Given data ->
-- -- --
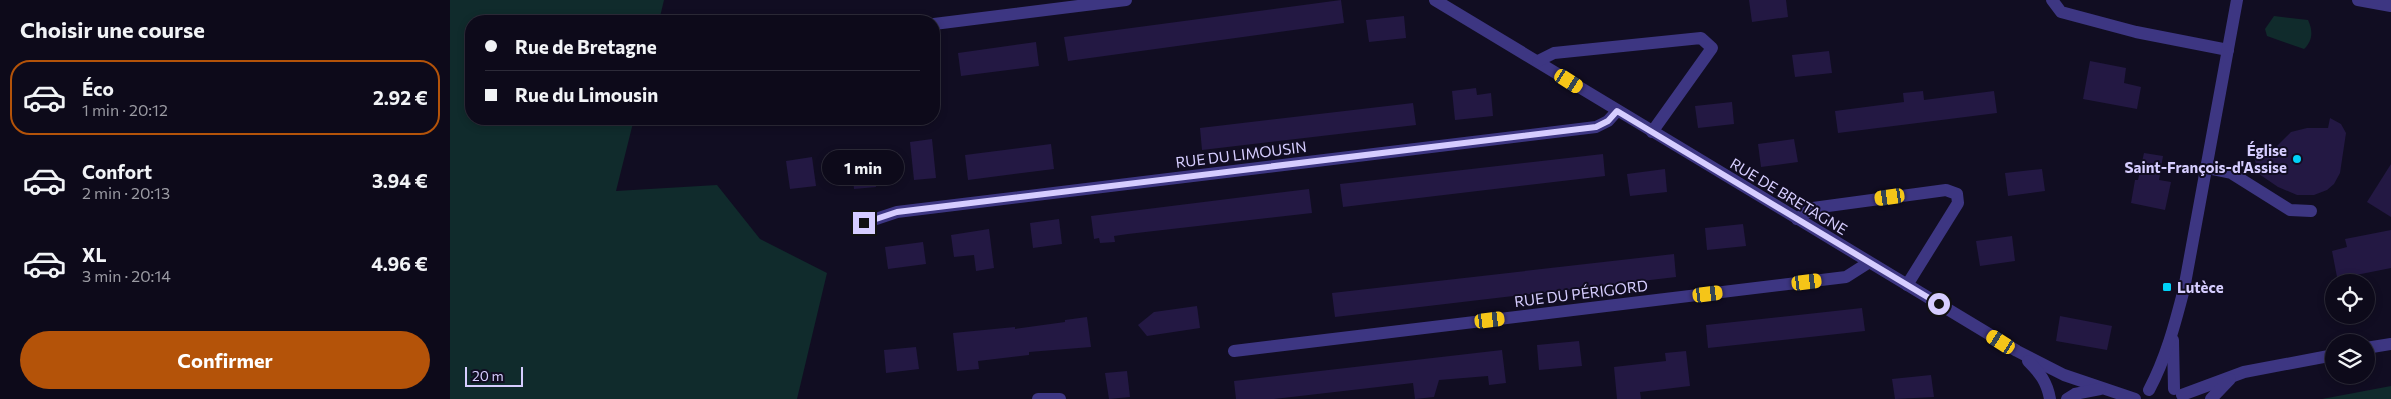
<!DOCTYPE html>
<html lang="fr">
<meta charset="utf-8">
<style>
body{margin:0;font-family:Commissioner,sans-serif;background:#161323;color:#f1f3f6;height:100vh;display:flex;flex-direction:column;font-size:19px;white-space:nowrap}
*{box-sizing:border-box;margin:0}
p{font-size:16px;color:#9a9aa2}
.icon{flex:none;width:28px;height:28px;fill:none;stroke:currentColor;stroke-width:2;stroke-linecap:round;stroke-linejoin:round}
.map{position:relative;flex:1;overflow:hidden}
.drawer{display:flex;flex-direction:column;background:#0d0a1a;width:450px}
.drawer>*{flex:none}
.guide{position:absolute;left:15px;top:15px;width:475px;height:110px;border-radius:20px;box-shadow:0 2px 8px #0003,0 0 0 1px #2d2b39;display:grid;align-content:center;height:110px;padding:0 20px;background:#0d0a1a}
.controls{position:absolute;left:1875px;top:274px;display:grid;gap:10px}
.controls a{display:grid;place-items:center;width:50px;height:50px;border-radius:50%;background:#0d0a1a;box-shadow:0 2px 8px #0003,0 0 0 1px #2d2b39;font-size:25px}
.scale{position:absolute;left:15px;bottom:12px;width:58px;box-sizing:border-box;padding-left:5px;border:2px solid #d6cdff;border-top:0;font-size:14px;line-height:18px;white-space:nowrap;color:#d6cdff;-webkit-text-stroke:4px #110d22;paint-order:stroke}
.end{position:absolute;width:22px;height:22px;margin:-11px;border:6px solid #d6cdff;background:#111;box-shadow:0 0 0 2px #111}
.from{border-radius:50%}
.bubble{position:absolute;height:35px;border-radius:18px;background:#0d0a1a;box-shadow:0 2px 8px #0003,0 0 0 1px #2d2b39;font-size:16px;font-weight:700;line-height:35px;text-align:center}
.car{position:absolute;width:15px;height:30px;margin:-15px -8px;border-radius:6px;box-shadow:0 0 4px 1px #0007;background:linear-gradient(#f5c518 24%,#345 0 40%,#f5c518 0 76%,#345 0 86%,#f5c518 0)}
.guide b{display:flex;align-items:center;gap:18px;height:48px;font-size:19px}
.guide b+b{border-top:1px solid #2d2b39}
.guide i{width:12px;height:12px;background:#f1f3f6}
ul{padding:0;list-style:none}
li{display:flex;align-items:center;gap:15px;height:75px;margin:0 10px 8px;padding:0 10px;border:2px solid transparent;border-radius:20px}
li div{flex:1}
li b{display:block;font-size:19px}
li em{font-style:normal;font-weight:700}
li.active{border-color:#b45309}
li>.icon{width:45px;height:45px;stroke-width:1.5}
h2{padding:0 20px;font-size:22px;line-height:60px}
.action{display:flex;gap:10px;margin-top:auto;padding:10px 20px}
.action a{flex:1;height:58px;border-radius:30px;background:#b45309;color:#fff;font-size:20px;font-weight:700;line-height:58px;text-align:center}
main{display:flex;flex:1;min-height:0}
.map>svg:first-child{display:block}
.green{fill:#102b2c}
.building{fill:#231843}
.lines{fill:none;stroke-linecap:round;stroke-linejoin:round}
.minor{stroke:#3d3682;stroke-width:12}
.route{stroke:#d6cdff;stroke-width:6}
.poi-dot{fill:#00d2f8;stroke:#110d22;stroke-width:2}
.labels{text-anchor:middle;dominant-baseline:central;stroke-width:4;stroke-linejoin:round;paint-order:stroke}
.poi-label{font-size:15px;font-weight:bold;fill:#d6cdff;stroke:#110d22;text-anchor:end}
.street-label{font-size:15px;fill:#d6cdff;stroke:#110d22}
</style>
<main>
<section class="drawer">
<h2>Choisir une course</h2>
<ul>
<li class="active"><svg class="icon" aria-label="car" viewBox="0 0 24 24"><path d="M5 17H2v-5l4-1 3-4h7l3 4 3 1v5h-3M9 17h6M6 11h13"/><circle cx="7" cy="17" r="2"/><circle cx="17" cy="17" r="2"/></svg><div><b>Éco</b><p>1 min · 20:12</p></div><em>2.92 €</em></li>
<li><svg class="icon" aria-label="car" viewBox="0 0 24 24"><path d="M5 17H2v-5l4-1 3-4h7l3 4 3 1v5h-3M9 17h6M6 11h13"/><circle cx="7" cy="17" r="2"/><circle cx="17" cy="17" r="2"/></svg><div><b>Confort</b><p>2 min · 20:13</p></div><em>3.94 €</em></li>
<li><svg class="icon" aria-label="car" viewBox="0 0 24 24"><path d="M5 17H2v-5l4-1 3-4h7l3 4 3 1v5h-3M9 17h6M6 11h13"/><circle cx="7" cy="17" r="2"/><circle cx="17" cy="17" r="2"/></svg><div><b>XL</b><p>3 min · 20:14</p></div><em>4.96 €</em></li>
</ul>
<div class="action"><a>Confirmer</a></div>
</section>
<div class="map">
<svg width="1941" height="399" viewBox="0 0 1941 399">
<rect width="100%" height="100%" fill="#110d22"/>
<g class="green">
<path d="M0 0H214L209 21H21V119H184L166 191 267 185 310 239 377 273 347 399H0Z"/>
<path d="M1824 16 1858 20C1863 31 1863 40 1854 49L1817 36 1815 29Z"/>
<path d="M1941 386V399H1872Z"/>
</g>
<g class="building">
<path d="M891 0 894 23 618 61 614 37Z"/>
<path d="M1299 0H1336L1338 17 1302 22Z"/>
<path d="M954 16 956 38 919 42 916 20Z"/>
<path d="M586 42 589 66 511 76 508 53Z"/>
<path d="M1379 51 1382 73 1345 77 1342 55Z"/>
<path d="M1640 61 1676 68 1674 83 1691 87 1687 109 1633 99Z"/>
<path d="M1026 88 1027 95 1041 93 1043 116 1005 120 1002 91Z"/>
<path d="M1473 91 1474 100 1544 91 1547 113 1388 133 1385 111 1454 102 1453 93Z"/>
<path d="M1282 102 1284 124 1248 128 1245 106Z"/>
<path d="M963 103 966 125 752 150 750 128Z"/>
<path d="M1880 118 1891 124 1896 133 1890 173 1884 184 1877 190 1864 195H1847L1828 187 1809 174 1800 144 1818 155 1841 132 1857 128H1878Z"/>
<path d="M482 139 486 178 464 180 460 142Z"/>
<path d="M1344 139 1348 162 1311 167 1308 144Z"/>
<path d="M601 144 604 169 518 180 515 155Z"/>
<path d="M422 149 426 187 404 189 400 151Z"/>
<path d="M1694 153 1713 156 1709 180 1721 182 1715 210 1681 203 1685 180H1688Z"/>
<path d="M1153 154 1155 176 893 207 890 184Z"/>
<path d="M362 157 366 186 340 189 336 161Z"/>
<path d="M1941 164V217L1917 202Z"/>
<path d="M1215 169 1217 192 1180 196 1177 174Z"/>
<path d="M1592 169 1595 191 1558 196 1555 173Z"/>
<path d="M859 189 862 213 678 234 664 236 665 242 650 243 649 238 644 239 641 216Z"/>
<path d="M609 219 612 244 583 248 580 223Z"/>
<path d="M1293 224 1296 246 1257 250 1255 228Z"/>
<path d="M539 229 544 268 526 271 524 255 504 257 501 235Z"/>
<path d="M1941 230V268L1906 275 1908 282H1888L1882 251 1897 247 1895 239Z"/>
<path d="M1562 236 1565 261 1530 266 1526 241Z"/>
<path d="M473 242 476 264 438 269 435 247Z"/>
<path d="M1224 254 1226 277 885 317 882 293Z"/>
<path d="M747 306 750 328 697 336 688 325 704 312Z"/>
<path d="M1412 308 1415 331 1258 348 1256 325Z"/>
<path d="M1610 316 1662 326 1657 350 1606 341Z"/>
<path d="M637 317 641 347 579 352V355L528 361 529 369 507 371 503 333 565 327V329L615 322V320Z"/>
<path d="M1129 341 1132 366 1089 370 1087 345Z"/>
<path d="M466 347 469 369 436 373 434 350Z"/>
<path d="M1052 350 1056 383 1039 385 1038 376 989 380 984 397 965 399 963 383 824 399H786L784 381Z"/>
<path d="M1236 351 1240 386 1190 392 1191 399H1167L1164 367 1216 361 1215 353Z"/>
<path d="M677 371 680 397 659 399 655 373Z"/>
<path d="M1481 375 1484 397 1445 399 1442 379Z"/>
</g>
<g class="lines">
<g class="minor">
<path d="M985 0 1567 351 1614 375 1685 399"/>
<path d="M1602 0 1611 12 1686 32 1778 50"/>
<path d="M1908 0 1941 6"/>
<path d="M484 24 676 0"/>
<path d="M1088 61 1104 53 1251 38 1262 48 1202 132"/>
<path d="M1757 168 1781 173 1840 210 1861 211"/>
<path d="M1347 219 1363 208 1496 190 1507 194 1508 203 1457 285"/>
<path d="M414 223 447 212 1146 127 1158 121 1167 111"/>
<path d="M1723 340 1724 389"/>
<path d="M1916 348 1941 344"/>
<path d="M784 351 1396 277 1418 263"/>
<path d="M1578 361C1590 373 1597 382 1600 399"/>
<path d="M1699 390C1716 358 1725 324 1734 289L1787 0"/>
<path d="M1732 395 1794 372 1884 355"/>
<path d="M588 399H610"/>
<path d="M1617 399 1625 394 1650 389"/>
<path d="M1761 399 1780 379"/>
</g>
</g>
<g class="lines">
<path class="route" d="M414 223 447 212 1146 127 1158 121 1167 111 1489 304"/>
</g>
<g class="poi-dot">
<circle cx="1847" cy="159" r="5"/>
<rect x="1712" y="282" width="10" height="10" rx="2.5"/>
</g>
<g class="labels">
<g class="poi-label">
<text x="1837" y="150">Église<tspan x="1837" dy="17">Saint-François-d'Assise</tspan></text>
<text x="1727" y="287" text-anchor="start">Lutèce</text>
</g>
<g class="street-label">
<text transform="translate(791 154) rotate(-7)">RUE DU LIMOUSIN</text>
<text transform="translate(1339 196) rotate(31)">RUE DE BRETAGNE</text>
<text transform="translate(1131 293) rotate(-7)">RUE DU PÉRIGORD</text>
</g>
</g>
</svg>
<div class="controls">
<a><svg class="icon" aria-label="locate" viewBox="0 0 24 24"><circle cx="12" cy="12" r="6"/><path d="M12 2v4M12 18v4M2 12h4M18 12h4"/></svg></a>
<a><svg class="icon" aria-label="layers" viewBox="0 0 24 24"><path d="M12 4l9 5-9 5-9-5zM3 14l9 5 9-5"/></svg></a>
</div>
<div class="scale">20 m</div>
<i class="end from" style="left:1489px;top:304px"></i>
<i class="end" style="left:414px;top:223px"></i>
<div class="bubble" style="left:372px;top:150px;width:82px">1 min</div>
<i class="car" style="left:1119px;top:81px;rotate:122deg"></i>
<i class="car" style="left:1440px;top:197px;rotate:262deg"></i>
<i class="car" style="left:1357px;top:282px;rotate:83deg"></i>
<i class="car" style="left:1258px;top:294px;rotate:83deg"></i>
<i class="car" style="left:1040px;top:320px;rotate:83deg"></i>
<i class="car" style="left:1551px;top:342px;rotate:302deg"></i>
<div class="guide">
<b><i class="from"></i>Rue de Bretagne</b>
<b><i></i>Rue du Limousin</b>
</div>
</div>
</main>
-- -- --
Please print, exactly as given, the lines running from the beginning of the listing through the line containing "-8px;border-radius:6px;box-shadow:0 0 4px", omitting each picture.

Solved exercise ->
<!DOCTYPE html>
<html lang="fr">
<meta charset="utf-8">
<style>
body{margin:0;font-family:Commissioner,sans-serif;background:#161323;color:#f1f3f6;height:100vh;display:flex;flex-direction:column;font-size:19px;white-space:nowrap}
*{box-sizing:border-box;margin:0}
p{font-size:16px;color:#9a9aa2}
.icon{flex:none;width:28px;height:28px;fill:none;stroke:currentColor;stroke-width:2;stroke-linecap:round;stroke-linejoin:round}
.map{position:relative;flex:1;overflow:hidden}
.drawer{display:flex;flex-direction:column;background:#0d0a1a;width:450px}
.drawer>*{flex:none}
.guide{position:absolute;left:15px;top:15px;width:475px;height:110px;border-radius:20px;box-shadow:0 2px 8px #0003,0 0 0 1px #2d2b39;display:grid;align-content:center;height:110px;padding:0 20px;background:#0d0a1a}
.controls{position:absolute;left:1875px;top:274px;display:grid;gap:10px}
.controls a{display:grid;place-items:center;width:50px;height:50px;border-radius:50%;background:#0d0a1a;box-shadow:0 2px 8px #0003,0 0 0 1px #2d2b39;font-size:25px}
.scale{position:absolute;left:15px;bottom:12px;width:58px;box-sizing:border-box;padding-left:5px;border:2px solid #d6cdff;border-top:0;font-size:14px;line-height:18px;white-space:nowrap;color:#d6cdff;-webkit-text-stroke:4px #110d22;paint-order:stroke}
.end{position:absolute;width:22px;height:22px;margin:-11px;border:6px solid #d6cdff;background:#111;box-shadow:0 0 0 2px #111}
.from{border-radius:50%}
.bubble{position:absolute;height:35px;border-radius:18px;background:#0d0a1a;box-shadow:0 2px 8px #0003,0 0 0 1px #2d2b39;font-size:16px;font-weight:700;line-height:35px;text-align:center}
.car{position:absolute;width:15px;height:30px;margin:-15px -8px;border-radius:6px;box-shadow:0 0 4px 1px #0007;background:linear-gradient(#f5c518 24%,#345 0 40%,#f5c518 0 76%,#345 0 86%,#f5c518 0)}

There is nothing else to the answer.